5-я ударная и 8-я гвардейская армии, преодолев реку Равка, к исходу 17 января овладели Скерневице и Рава-Мазовецка, уничтожив при этом части танковой дивизии 40-го корпуса. С темпом 25 – 30 километров в сутки преследовали противника 69-я и 33-я армии, танковые корпуса которых в районе Томашув-Мазовецки подошли к Пилице. Сюда же выдвинулся введенный в сражение 7-й гвардейский кавалерийский корпус генерала М.П. Константинова. В результате четырехдневного наступления войска 1-го Белорусского фронта разбили главные силы 9-й немецкой армии и продвинулись в глубину на 100 – 130 километров.

Стрелковые корпуса, сворачиваясь в походные колонны, перешли к преследованию. Впереди колонн двигались передовые отряды, оснащенные сверхкомплектом переправочных средств. Быстрому продвижению советских войск благоприятствовала морозная погода, сковавшая грязь на дорогах. Среднесуточный темп продвижения механизированных соединений составлял 45 километров в сутки, общевойсковые соединения продвигались со средним темпом 30 километров; «чтобы не оторваться от противника, наши части в максимальной мере использовали все виды трофейного транспорта: автомобили, мотоциклы, велосипеды, повозки пр.». На многих трофейных машинах за рулем сидели пленные. Все фронтовики понимали, что лучше преследовать разбитого противника, чем с кровью выбивать его с очередного рубежа. И тыловикам тоже радость, хотя работы прибавляется: «Кроме того, высокие темпы наступления обычно дают огромную экономию материальных средств, и это легко доказать арифметически, если подсчитать, какой ценой доставался нам каждый километр завоеванной территории. Поспешно отходящий противник не успевает разрушить дороги, мосты, другие важные объекты, и это облегчает задачу восстановления – не снимает ее, конечно, а только облегчает, ибо почти все мосты стратегического значения противник успевал и в этом сражении подорвать. Наконец, высокие темпы наступления дают много трофеев, пусть даже частично приведенных в негодность…
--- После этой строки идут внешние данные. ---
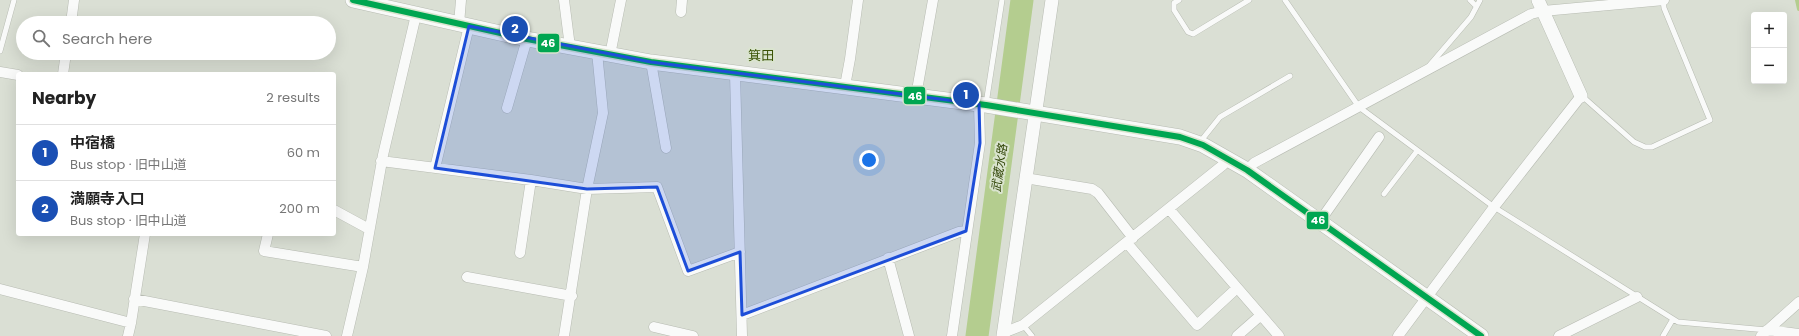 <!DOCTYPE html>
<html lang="en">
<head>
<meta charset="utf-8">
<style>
	:root { --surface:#fff; --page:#f2f2f2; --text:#222; --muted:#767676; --line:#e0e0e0; --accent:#d93025 }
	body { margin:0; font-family:Poppins,"Noto Sans JP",sans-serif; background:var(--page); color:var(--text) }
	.controls { position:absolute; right:12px; top:12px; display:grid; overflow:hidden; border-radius:4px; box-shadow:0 4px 16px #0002 }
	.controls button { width:36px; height:36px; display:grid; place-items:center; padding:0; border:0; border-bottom:1px solid var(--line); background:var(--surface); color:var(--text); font:20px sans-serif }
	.you { position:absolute; left:869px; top:160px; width:14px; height:14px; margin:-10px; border:3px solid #fff; border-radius:50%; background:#1a73e8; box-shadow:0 0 0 6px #1a73e833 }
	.badge { display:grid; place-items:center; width:26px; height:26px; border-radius:50%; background:var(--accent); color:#fff; font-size:13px; font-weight:700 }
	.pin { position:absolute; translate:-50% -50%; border:2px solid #fff; box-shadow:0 1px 4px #0006 }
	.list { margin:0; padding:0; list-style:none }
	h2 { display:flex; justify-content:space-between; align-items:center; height:52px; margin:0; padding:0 16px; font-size:17px }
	h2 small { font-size:13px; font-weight:400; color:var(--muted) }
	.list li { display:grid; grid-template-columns:26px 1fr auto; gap:12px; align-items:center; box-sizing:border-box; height:56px; padding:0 16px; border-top:1px solid var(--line) }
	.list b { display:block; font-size:15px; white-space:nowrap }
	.list p { margin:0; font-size:13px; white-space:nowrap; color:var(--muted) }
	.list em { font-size:13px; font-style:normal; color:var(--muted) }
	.icon { flex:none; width:22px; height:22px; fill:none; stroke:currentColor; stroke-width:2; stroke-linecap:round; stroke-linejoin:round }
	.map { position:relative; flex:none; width:1799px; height:336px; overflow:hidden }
	.search { position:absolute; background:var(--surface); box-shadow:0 4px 16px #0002; left:16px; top:16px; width:320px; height:44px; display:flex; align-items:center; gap:10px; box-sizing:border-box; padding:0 14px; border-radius:22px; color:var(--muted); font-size:15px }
	.panel { position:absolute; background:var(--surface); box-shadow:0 4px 16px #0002; left:16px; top:72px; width:320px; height:164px; border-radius:4px }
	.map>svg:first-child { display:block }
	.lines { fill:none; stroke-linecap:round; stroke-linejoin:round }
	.stream { stroke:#b4cd8f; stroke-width:4 }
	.river { stroke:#b4cd8f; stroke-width:23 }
	.service-casing { stroke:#b7bbb2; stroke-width:6 }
	.minor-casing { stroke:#b7bbb2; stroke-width:11 }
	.tertiary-casing { stroke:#b7bbb2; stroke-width:14 }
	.secondary-casing { stroke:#b7bbb2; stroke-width:16 }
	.service { stroke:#f9faf9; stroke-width:5 }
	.minor { stroke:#f9faf9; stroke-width:10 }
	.tertiary { stroke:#f9faf9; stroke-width:13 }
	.secondary { stroke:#f9faf9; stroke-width:15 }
	.bus-1-casing { stroke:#dae4cf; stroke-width:9 }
	.bus-1 { stroke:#00a651; stroke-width:6 }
	.marked { fill:#1d4ed8; fill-opacity:0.2; stroke:#1d4ed8; stroke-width:3; stroke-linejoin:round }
	.labels { text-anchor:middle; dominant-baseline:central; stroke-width:4; stroke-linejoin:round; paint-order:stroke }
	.water-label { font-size:12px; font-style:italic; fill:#34480b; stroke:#dae4cf }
	.quarter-label { font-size:13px; fill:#3a5205; stroke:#dae4cf }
	.line-badge { stroke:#dae4cf; stroke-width:1.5 }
	.badge-label { font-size:11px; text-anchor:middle; font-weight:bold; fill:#fff }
</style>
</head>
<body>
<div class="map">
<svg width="1799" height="336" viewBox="0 0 1799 336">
	<rect width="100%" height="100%" fill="#dadfd4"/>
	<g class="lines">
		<path class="stream" d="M1797 0 1799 9"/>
		<path class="river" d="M977 336 1022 0"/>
		<g class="service-casing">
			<path id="service" d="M1179 0 1174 3V10L1188 32 1193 34 1249 0
				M1285 0 1359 107 1494 207 1678 322 1767 330
				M1470 0 1476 6
				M0 51 14 0
				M1429 66 1471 17 1480 0
				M1582 96 1634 142 1645 147H1652L1710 120 1664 8 1663 0
				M986 104 1002 0
				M1200 142 1220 117 1290 76
				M1384 194 1417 151
				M1023 325 1032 336
				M1663 336 1673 319"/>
		</g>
		<g class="minor-casing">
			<path id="minor" d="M564 0 570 47
				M681 12 682 0
				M71 23 74 0
				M459 24 461 0
				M610 55 621 0
				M651 62 666 148
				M0 72 18 75
				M63 74 66 53
				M735 74 742 336
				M845 86 850 59 858 0
				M916 96 933 0
				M507 108 527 39
				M381 161 531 180 587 189 657 187 688 271 740 252
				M435 168 469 26
				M1247 170 1254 163 1531 14 1543 11 1664 0
				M1025 178 1092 189 1098 193 1133 238
				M1169 209 1279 336
				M334 210 369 229
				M1320 221 1379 137
				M268 234 264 251 363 267
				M1127 243 1197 325 1237 288
				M520 253 531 180
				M888 258 909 336
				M467 277 572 296
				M0 289 131 323
				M134 299 326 336
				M742 315 959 232 966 231
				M654 327 693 336
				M1767 330 1799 334
				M1003 333 1023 325 1223 165 1228 159
				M128 336 131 323 145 234
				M347 336 363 267 383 155 416 15
				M564 336 587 189 603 113 597 52
				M952 336 980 143 979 104
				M1237 336 1261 315
				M1398 336 1494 207 1581 96
				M1559 336 1637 297
				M1761 336 1799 302"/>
		</g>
		<g class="tertiary-casing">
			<path id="tertiary" d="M1538 0 1581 96
				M1003 336 1052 0"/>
		</g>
		<g class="secondary-casing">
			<path id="secondary" d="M353 0 527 39 651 62 986 105 1180 137 1203 145 1247 170 1481 336"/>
		</g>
		<use href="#service" class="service"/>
		<use href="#minor" class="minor"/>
		<use href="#tertiary" class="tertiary"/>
		<use href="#secondary" class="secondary"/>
		<g class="bus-1-casing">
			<path id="bus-1" d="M353 0 527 39 651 62 986 105 1180 137 1203 145 1247 170 1481 336"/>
		</g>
		<use href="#bus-1" class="bus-1"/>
	</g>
	<path class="marked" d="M469 26 651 62 979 104 980 143 966 231 742 315 740 252 688 271 657 187 587 189 435 168Z"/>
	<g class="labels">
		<g class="water-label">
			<text transform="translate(999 168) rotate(-82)">武蔵水路</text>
		</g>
		<g class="quarter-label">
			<text x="761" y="55">箕田</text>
		</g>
	</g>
	<g class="line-badge">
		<rect x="537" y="33" width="23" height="20" rx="4" fill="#00a651"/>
		<rect x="903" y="86" width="23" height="19" rx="4" fill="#00a651"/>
		<rect x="1306" y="211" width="23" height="19" rx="4" fill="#00a651"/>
	</g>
	<g class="badge-label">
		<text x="548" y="47">46</text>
		<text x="915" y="100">46</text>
		<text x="1318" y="224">46</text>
	</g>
</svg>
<div class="controls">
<button>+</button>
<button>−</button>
</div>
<div class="you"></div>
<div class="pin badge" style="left:966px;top:95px;background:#1a4fb4">1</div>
<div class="pin badge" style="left:515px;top:29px;background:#1a4fb4">2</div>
<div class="search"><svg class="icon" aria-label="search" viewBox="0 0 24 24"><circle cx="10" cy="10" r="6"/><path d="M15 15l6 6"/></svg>Search here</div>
<section class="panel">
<h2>Nearby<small>2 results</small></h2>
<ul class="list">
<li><span class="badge" style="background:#1a4fb4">1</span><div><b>中宿橋</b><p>Bus stop · 旧中山道</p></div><em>60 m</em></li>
<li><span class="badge" style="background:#1a4fb4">2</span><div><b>満願寺入口</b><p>Bus stop · 旧中山道</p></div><em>200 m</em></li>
</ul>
</section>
</div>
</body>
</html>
В конечном итоге высокие темпы наступления создают для оперативного тыла более благоприятные условия, нежели замедленный темп, хотя и требуют в кульминационные моменты исключительного напряжения».

Вслед за боевыми частями и армейскими тылами следовали железнодорожные бригады Управления военно-восстановительных работ, восстанавливая магистраль Варшава – Познань – Франкфурт. Этому процессу предшествовала долгая дискуссия между Военным советом фронта, транспортным комитетом при ГКО и Наркоматом путей сообщения СССР. Военные инженеры с целью обеспечения бесперебойного снабжения действующей армии по мере продвижения в глубь Европы предлагали перешивать основные железные дороги на союзную колею. В противном случае требовалось иметь сеть перевалочных баз, которые, по-хорошему, надо было построить на государственной границе СССР еще летом 1944 года. Наркомпуть возражал, утверждая, что «удлинение на запад железнодорожных путей союзной колеи еще более усилит напряженность перевозок внутри страны, особенно в связи с развернувшимися работами по восстановлению народного хозяйства». Победили в споре «хозяйственники», и Государственный Комитет Обороны принял решение об эксплуатации в Освободительном походе западноевропейской колеи с использованием трофейного подвижного состава.

К исходу 17 января центральная группировка 1-го Белорусского фронта (5-я ударная, 8-я гвардейская, 1-я и 2-я гвардейские танковые армии), успешно развивая наступление, уже подходила к главным коммуникациям и магистральным шоссейным дорогам Варшава – Берлин.

«Особого сопротивления, – отмечает В.И. Чуйков, – наши войска не ощущали. На этом направлении основные силы противника были разгромлены, крупных резервов у него здесь не имелось».

Маршалом Жуковым была сделана следующая оценка обстановки: «Противник в настоящее время против 1 БФ очень слаб, и эту слабость войска фронта обязаны использовать для успешного выполнения поставленных задач».

Таким образом, к исходу 17 января войска 1-го Белорусского и 1-го Украинского фронтов при содействии войск 2-го Белорусского и 4-го Украинского фронтов прорвали оборону противника в полосе до 500 километров и продвинулись на глубину 100 – 160 километров. Основные силы группы армий «А» были разгромлены. Погиб командир 56-го танкового корпуса генерал Блок. Командир 17-й танковой дивизии полковник Альберт Брукс, командир 88-й пехотной дивизии генерал-лейтенант граф фон Риттберг, командир 214-й пехотной дивизии генерал-лейтенант Киршбарх были взяты в плен.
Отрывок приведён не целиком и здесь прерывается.